### Work required
Your answer must consist of the lines running from the one that holds "on one line." to the end of the data, copied exactly.

### Records supplied
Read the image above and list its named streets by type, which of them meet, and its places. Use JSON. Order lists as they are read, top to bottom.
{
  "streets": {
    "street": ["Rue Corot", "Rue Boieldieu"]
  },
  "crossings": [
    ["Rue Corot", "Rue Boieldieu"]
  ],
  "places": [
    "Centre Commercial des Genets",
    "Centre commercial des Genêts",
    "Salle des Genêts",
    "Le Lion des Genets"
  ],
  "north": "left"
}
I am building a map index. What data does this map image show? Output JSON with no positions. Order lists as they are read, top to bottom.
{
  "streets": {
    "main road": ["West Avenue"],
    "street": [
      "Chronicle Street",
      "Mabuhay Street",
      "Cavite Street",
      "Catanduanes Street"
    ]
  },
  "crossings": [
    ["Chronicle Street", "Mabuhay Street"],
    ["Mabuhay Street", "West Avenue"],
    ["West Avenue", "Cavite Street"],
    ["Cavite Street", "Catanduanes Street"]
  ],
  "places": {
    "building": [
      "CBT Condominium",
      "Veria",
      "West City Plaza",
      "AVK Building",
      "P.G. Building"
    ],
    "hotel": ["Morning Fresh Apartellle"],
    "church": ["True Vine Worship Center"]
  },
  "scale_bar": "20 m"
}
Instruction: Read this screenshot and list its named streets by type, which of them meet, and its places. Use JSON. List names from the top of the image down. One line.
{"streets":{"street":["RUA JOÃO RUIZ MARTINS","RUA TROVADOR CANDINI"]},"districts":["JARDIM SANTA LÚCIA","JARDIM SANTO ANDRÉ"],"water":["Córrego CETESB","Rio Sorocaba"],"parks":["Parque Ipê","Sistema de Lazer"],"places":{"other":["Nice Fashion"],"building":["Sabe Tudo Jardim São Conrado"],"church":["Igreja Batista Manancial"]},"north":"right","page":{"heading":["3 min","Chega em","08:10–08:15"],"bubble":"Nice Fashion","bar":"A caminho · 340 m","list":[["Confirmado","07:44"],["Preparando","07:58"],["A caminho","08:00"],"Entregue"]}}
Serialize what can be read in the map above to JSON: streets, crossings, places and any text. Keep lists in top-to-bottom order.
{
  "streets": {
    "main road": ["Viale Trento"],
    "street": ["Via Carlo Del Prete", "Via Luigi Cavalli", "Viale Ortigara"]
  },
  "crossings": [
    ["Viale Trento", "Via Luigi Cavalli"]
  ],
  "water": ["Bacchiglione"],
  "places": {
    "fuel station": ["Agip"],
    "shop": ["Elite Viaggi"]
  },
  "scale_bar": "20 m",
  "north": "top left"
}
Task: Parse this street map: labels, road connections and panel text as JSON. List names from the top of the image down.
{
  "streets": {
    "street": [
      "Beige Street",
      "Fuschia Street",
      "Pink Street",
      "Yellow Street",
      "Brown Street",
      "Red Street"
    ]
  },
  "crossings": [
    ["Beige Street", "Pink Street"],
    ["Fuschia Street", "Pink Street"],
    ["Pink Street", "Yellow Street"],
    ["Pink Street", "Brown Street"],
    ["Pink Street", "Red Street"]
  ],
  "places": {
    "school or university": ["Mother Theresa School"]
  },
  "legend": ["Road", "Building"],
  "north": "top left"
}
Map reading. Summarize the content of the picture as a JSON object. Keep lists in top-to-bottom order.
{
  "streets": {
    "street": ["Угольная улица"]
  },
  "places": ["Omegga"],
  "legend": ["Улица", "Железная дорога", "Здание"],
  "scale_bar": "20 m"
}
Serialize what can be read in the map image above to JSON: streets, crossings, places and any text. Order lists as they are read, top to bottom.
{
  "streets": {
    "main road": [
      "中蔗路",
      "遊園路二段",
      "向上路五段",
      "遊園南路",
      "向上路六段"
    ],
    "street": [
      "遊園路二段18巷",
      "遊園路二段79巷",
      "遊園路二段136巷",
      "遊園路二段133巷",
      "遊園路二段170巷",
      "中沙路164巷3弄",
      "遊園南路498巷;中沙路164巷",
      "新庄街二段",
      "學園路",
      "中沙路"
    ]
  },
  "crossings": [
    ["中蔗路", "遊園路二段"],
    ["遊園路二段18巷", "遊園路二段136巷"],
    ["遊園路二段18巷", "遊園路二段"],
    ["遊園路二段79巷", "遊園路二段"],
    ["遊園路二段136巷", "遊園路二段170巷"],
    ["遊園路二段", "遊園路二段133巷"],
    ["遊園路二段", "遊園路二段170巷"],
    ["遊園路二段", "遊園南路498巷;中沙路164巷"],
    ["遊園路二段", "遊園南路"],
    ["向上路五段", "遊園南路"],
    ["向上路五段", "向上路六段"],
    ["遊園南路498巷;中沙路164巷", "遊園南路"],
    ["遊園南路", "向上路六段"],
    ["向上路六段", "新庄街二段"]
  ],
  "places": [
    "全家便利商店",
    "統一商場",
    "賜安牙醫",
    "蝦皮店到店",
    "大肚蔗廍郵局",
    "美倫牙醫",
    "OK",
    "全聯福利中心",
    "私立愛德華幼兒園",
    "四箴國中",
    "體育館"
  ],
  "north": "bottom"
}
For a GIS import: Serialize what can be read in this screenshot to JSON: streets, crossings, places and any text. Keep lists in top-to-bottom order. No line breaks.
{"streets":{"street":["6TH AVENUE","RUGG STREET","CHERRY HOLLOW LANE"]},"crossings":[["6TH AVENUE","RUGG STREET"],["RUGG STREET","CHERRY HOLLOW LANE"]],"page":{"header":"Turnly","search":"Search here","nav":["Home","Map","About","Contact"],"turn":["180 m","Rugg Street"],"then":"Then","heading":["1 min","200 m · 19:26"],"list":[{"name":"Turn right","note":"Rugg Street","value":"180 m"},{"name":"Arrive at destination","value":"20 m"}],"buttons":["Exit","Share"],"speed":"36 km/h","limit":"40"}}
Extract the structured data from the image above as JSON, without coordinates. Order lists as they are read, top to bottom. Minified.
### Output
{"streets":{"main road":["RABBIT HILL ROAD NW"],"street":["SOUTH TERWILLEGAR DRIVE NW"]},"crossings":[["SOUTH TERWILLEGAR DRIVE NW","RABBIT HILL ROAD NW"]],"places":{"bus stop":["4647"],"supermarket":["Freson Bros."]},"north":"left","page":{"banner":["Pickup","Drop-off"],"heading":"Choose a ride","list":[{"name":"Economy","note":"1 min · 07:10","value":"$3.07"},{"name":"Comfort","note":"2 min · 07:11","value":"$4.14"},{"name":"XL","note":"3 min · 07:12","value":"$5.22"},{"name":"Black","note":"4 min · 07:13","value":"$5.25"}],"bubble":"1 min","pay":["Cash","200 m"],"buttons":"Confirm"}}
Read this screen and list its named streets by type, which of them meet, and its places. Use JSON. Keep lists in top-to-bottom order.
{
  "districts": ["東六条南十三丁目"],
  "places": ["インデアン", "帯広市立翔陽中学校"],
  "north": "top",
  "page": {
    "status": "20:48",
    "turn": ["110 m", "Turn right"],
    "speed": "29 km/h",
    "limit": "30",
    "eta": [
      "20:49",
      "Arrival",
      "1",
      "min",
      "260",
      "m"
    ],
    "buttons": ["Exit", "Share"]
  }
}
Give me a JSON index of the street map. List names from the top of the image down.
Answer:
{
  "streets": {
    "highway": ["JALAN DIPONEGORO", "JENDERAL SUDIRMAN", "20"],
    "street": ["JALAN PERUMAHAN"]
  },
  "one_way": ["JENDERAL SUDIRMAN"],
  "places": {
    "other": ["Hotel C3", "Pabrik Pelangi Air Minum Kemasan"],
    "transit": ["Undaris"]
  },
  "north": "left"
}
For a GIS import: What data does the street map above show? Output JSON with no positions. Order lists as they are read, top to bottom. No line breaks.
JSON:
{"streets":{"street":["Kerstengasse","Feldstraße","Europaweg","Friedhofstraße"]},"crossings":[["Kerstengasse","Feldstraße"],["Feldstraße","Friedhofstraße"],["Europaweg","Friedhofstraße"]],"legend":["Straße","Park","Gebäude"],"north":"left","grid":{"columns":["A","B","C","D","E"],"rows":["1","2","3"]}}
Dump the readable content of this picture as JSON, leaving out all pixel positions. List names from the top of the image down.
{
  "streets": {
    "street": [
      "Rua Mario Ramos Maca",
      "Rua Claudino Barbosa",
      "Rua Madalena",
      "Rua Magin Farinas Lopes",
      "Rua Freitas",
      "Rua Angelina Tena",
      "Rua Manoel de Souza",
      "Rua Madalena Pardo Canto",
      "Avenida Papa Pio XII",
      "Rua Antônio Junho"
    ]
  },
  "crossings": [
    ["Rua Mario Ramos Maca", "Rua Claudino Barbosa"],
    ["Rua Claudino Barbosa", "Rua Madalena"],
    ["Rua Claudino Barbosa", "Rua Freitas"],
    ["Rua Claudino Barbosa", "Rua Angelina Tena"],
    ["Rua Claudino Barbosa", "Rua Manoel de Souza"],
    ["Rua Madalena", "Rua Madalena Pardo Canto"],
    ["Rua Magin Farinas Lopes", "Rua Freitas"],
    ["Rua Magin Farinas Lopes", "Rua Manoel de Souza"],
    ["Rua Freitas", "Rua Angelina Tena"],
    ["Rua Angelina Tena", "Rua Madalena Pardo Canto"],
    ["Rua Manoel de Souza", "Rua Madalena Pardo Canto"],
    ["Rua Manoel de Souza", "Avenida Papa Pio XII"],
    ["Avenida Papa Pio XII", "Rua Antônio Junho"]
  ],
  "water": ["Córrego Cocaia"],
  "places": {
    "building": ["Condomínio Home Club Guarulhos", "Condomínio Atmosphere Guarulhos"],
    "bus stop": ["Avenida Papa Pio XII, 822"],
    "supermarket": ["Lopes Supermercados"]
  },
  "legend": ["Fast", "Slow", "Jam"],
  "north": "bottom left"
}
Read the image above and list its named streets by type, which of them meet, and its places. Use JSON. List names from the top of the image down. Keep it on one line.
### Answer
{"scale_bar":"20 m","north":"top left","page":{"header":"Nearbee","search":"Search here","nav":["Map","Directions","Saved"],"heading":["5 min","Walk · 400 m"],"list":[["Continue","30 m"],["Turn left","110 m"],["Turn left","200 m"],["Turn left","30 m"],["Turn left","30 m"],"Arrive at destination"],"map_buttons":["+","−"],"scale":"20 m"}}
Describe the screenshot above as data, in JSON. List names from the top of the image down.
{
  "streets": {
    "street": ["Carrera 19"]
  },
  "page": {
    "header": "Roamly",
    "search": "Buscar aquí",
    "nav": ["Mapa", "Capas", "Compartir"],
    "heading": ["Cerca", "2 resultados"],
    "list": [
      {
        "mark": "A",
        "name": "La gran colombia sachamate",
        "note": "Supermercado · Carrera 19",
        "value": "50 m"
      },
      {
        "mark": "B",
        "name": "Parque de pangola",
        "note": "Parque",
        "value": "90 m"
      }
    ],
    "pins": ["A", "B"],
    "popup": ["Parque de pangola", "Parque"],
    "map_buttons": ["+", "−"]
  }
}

### Completed task
Read the image above and list its named streets by type, which of them meet, and its places. Use JSON. List names from the top of the image down. Keep it on one line.
### Answer
{"scale_bar":"20 m","north":"top left","page":{"header":"Nearbee","search":"Search here","nav":["Map","Directions","Saved"],"heading":["5 min","Walk · 400 m"],"list":[["Continue","30 m"],["Turn left","110 m"],["Turn left","200 m"],["Turn left","30 m"],["Turn left","30 m"],"Arrive at destination"],"map_buttons":["+","−"],"scale":"20 m"}}
Describe the screenshot above as data, in JSON. List names from the top of the image down.
{
  "streets": {
    "street": ["Carrera 19"]
  },
  "page": {
    "header": "Roamly",
    "search": "Buscar aquí",
    "nav": ["Mapa", "Capas", "Compartir"],
    "heading": ["Cerca", "2 resultados"],
    "list": [
      {
        "mark": "A",
        "name": "La gran colombia sachamate",
        "note": "Supermercado · Carrera 19",
        "value": "50 m"
      },
      {
        "mark": "B",
        "name": "Parque de pangola",
        "note": "Parque",
        "value": "90 m"
      }
    ],
    "pins": ["A", "B"],
    "popup": ["Parque de pangola", "Parque"],
    "map_buttons": ["+", "−"]
  }
}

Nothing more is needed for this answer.